Dall'anno scolastico 2026/2027 entra in vigore, in modo graduale e a partire dalle prime classi, la revisione ordinamentale degli istituti tecnici, mentre diventa strutturale la filiera tecnologico-professionale 4+2: quattro anni di scuola secondaria seguiti da due di ITS Academy. I tecnici riformati restano percorsi di cinque anni per chi non sceglie la filiera, ma cambiano profondamente nei contenuti e nell'organizzazione.
Aggiornamento giugno 2026: le novità riguardano le prime classi che partiranno a settembre 2026; gli anni successivi entreranno a regime in modo progressivo fino al 2030/2031.
Cosa prevede la riforma degli istituti tecnici
Il cuore della revisione è la distinzione netta, all'interno del percorso quinquennale, tra un'Area di istruzione generale e un'Area di indirizzo flessibile. Quest'ultima permette alle scuole di personalizzare fino al 30% del percorso nel triennio finale, adattando le materie alle competenze richieste dal mercato del lavoro del territorio. L'architettura generale resta basata su 2 macro-settori e 11 indirizzi principali, ma con contenuti rinnovati nel profilo educativo, culturale e professionale. Le scuole potranno inoltre coinvolgere esperti esterni provenienti da imprese o enti per insegnamenti molto specialistici, come la cybersecurity.
La filiera 4+2: quattro anni più ITS Academy
Da non confondere con la riforma ordinamentale è la filiera tecnologico-professionale, prevista dalla Legge n. 121 del 2024. Il modello 4+2 prevede:
- un percorso di scuola secondaria ridotto a quattro anni, con programmi rimodulati;
- l'accesso diretto e privilegiato agli ITS Academy (due anni di alta specializzazione post-diploma);
- un diploma quadriennale spendibile nel mondo del lavoro al pari di quello quinquennale e valido per l'iscrizione all'università.

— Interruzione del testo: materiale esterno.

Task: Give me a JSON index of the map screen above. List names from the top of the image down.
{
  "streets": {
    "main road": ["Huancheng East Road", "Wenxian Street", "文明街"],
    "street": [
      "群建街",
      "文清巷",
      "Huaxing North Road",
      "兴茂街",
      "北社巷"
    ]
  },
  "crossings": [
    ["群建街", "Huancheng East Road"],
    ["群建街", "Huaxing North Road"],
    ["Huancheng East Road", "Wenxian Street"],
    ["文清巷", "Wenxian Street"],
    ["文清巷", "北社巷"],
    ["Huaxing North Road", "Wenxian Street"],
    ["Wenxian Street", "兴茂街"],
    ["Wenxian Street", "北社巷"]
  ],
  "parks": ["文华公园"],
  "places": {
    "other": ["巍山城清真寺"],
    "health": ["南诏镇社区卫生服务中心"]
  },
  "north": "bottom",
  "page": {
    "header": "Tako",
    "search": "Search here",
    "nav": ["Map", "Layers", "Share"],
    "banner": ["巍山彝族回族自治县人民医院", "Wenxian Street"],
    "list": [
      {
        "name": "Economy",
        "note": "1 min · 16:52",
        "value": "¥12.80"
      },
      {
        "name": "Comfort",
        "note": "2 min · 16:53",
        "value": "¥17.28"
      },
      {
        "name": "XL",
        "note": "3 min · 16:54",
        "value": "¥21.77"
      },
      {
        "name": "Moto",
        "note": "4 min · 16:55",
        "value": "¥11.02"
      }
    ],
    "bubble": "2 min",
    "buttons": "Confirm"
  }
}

Si tratta di un canale sperimentale pensato per chi punta a competenze tecniche avanzate e a un ingresso rapido nel mercato del lavoro. Per il 2025/2026 risultano circa 5.450 iscritti al primo anno della filiera, in aumento rispetto all'anno precedente.
I tempi: l'applicazione graduale
La riforma non parte tutta insieme, ma anno per anno:
| Anno scolastico | Classi coinvolte |
|---|---|
| 2026/2027 | Prime |
| 2027/2028 | Seconde |
| 2028/2029 | Terze |
| 2029/2030 | Quarte |
| 2030/2031 | Quinte |
Cosa cambia per i docenti
Per il personale di area tecnico-professionale sono previsti formazione continua e periodi di osservazione nelle imprese, per mantenere i contenuti allineati alla realtà produttiva. In alcuni assetti, inoltre, alcune discipline dell'area generale potrebbero vedere una rimodulazione del monte ore a favore di materie tecniche, lingue straniere e laboratori; le ore non spariscono, ma vengono in parte ridistribuite.
Le critiche dei sindacati
La riforma è oggetto di un acceso dibattito. Secondo il Ministero, la filiera costruisce un canale di istruzione tecnica di qualità, con un collegamento più stretto tra scuola e impresa per ridurre il divario tra domanda e offerta di lavoro. Diverse sigle sindacali, al contrario, parlano di un modello "classista" e criticano la compressione di cinque anni di programma in quattro, esprimendo dubbi sul rapporto tra studenti e aziende e sull'impatto occupazionale. È un confronto ancora aperto, che le famiglie possono valutare consultando le diverse posizioni.
Cosa fare adesso
- Per chi sceglie la scuola: distinguere bene tra il tecnico quinquennale riformato e il percorso sperimentale 4+2, che non sono la stessa cosa.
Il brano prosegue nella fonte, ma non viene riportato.